I had carried out my move to Charlottenburg and set up my permanent residence in a one-story house on Leibniz Street in the hope of spending the rest of my days in the lap of my family and at the side of my second wife, the daughter of an Austrian gendarmerie major. In Egypt, I had been obliged to keep open house throughout eight months of the year, since already at that time foreign visitors swarmed in the dark country and the city of Cairo in particular had become a rendezvous of the most distinguished European world. My residence in the Fagala, or "Radish Street" seemed to be a kind of dovecote, for the foreign birds flew in and out of my house for the best part of the day, and my wife, moreover, had great difficulty and trouble when invitations were issued, to satisfy the anticipated demands and to supervise kitchen and cellar. When it was a question of princely persons and their entourage, there was added the really difficult task of committing no blunders in the seating arrangements at the table. All of that all at once came to an end, and only the memory of the great world compensated us for the missing guests in our own quiet home. Travelling also, as I had intended, was once and for all to be put on the shelf, and my wanderings were to remain limited only to the road between Charlottenburg and the nearby young metropolis of Berlin. Fate again ordained it otherwise, for shortly after my settling down was completed, I had to grasp the pilgrim's staff once more and renew my acquaintance with Egyptian Africans and Persian Asiatics.

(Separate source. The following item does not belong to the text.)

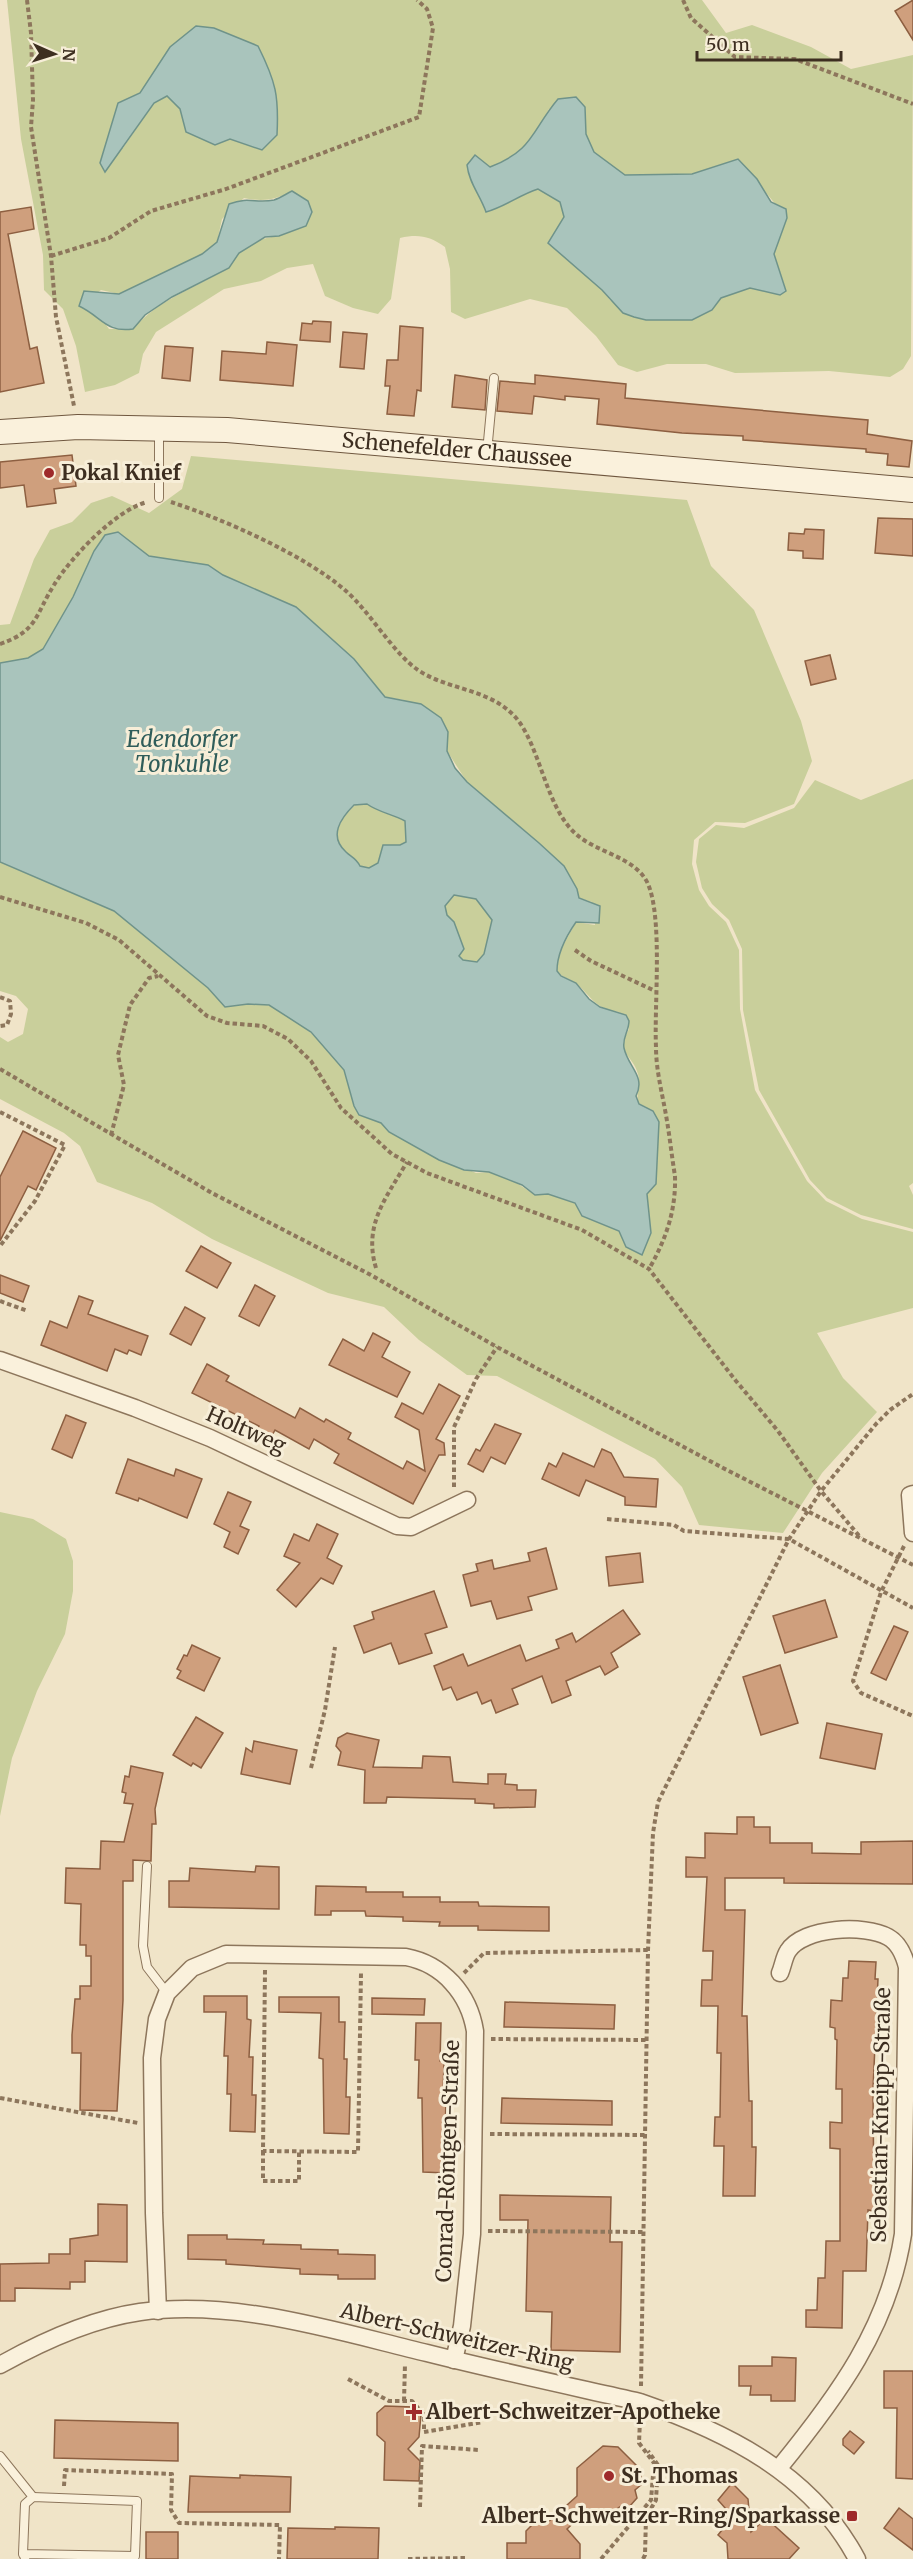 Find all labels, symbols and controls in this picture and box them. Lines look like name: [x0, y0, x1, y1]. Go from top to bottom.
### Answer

The other guests present belonged in the majority to the military. As war comrades or as able officers, they had become loved and esteemed by the Prince, who recalled common campaign memories and exchanged with all of them his ideas on modern warfare, or interwove into the conversation persons and things of the past and the present.

The conversation at the princely table at which twelve persons took their places each according to rank, was led by the princely host, who allotted its fitting place to seriousness and to jesting, and who plainly exerted a beguiling spell upon those present through his simple, straightforward nature. To the guests who were far from military status belonged scholars, schoolmasters, artists, writers and poets, who received an invitation from time to time and through their instructive communications brought the charm of variety into the conversation.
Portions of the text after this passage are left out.